Along with the joy of liberating a nation or a group of POWs there is another special occasion to look forward to in wartime: negotiating peace. In 1995, Russia issued a 3-ruble coin commemorating the 50th anniversary of Elbe Day. This meeting of the allies within German borders at the Elbe River on April 25, 1945, meant the end of World War II in Europe was near. Adolf Hitler committed suicide four days later. This coin design is also interesting as it features a U.S. flag on a non-U.S. coin.
Historically, foot soldiers have outnumbered all other kinds of military personnel and are frequently honored on coinage as a result. Poland paid tribute to its infantry on that military branch’s 50th anniversary in 1989. The 500-zloty coin shows a group of armed, helmeted Polish soldiers advancing toward their target. It is a design with which anyone who has served in any nation’s army can easily identify.
In modern times, more women are serving in the military than ever before, and in some nations, that also includes combat positions. Canada chose to call attention to the often overlooked female sailor with a 2010 dollar commemorative coin celebrating the centennial of the Canadian Navy and Marines, having a design depicting both a man and a woman in uniform.

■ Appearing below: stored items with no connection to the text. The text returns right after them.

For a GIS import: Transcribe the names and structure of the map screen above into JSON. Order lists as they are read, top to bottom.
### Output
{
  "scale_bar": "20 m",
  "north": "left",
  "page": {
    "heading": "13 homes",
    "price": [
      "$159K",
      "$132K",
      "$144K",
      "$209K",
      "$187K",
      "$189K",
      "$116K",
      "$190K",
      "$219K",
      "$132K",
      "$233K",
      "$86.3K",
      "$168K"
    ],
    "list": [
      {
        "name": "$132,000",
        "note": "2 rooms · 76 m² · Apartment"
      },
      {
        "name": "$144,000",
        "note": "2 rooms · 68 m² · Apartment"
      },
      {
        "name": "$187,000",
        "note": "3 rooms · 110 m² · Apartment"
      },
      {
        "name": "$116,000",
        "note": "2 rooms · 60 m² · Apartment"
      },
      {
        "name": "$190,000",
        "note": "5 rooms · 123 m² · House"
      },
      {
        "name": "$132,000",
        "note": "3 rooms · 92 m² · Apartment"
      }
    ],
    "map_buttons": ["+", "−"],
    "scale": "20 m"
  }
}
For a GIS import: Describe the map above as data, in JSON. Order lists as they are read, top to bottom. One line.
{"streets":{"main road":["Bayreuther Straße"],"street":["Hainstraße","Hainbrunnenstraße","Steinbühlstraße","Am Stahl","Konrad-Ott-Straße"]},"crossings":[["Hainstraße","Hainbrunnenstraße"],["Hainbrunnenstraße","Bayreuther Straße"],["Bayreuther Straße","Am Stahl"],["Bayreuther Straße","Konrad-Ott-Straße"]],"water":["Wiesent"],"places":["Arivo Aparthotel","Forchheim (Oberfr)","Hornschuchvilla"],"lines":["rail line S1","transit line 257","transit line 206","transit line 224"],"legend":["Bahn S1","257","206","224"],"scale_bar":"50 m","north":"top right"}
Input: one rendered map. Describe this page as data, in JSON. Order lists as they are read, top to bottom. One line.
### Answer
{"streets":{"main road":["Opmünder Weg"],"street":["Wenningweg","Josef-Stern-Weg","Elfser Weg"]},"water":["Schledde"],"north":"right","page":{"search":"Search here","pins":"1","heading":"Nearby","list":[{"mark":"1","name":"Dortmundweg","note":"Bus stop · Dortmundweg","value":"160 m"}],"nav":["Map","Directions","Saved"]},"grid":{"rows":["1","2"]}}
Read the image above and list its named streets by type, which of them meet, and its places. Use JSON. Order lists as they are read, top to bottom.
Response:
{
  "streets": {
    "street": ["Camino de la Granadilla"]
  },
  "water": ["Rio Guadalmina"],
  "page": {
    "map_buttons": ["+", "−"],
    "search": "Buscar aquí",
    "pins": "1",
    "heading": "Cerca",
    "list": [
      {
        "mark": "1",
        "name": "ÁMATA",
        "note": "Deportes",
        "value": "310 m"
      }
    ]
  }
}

A nation may operate two or three military branches, depending on that country’s defense needs, and it can be difficult finding coins that honor those who serve in the smaller units within those branches. A form of presentation medal generally called military challenge coins, or MCCs, can help fill the holes in a collection. MCCs are actually medals, sometimes enameled, that date back to World War I and are used to challenge and prove membership in a particular group within the military. Collectors have many varieties from which to choose.
One 2001 military challenge coin commemorates the start of Operation Enduring Freedom, Oct. 7, 2001. It pays homage to five of six American branches, including the Coast Guard, Marines, Air Force, Army and Navy. It lacks mention only of the National Guard to make it a complete U.S. military commemorative.
It is too easy to forget that nonhumans have always worked side by side with humans that serve in the military. Even in World War II, despite the proliferation of tanks and other armored vehicles, horses were an important part of land battles. Camels, mules, oxen, pigs, homing pigeons, dolphins, sea lions and dogs have all assisted with military objectives. The modern bomb-sniffing dog is considered an indispensable part of the U.S. military, almost as critical as the horse in older conflicts.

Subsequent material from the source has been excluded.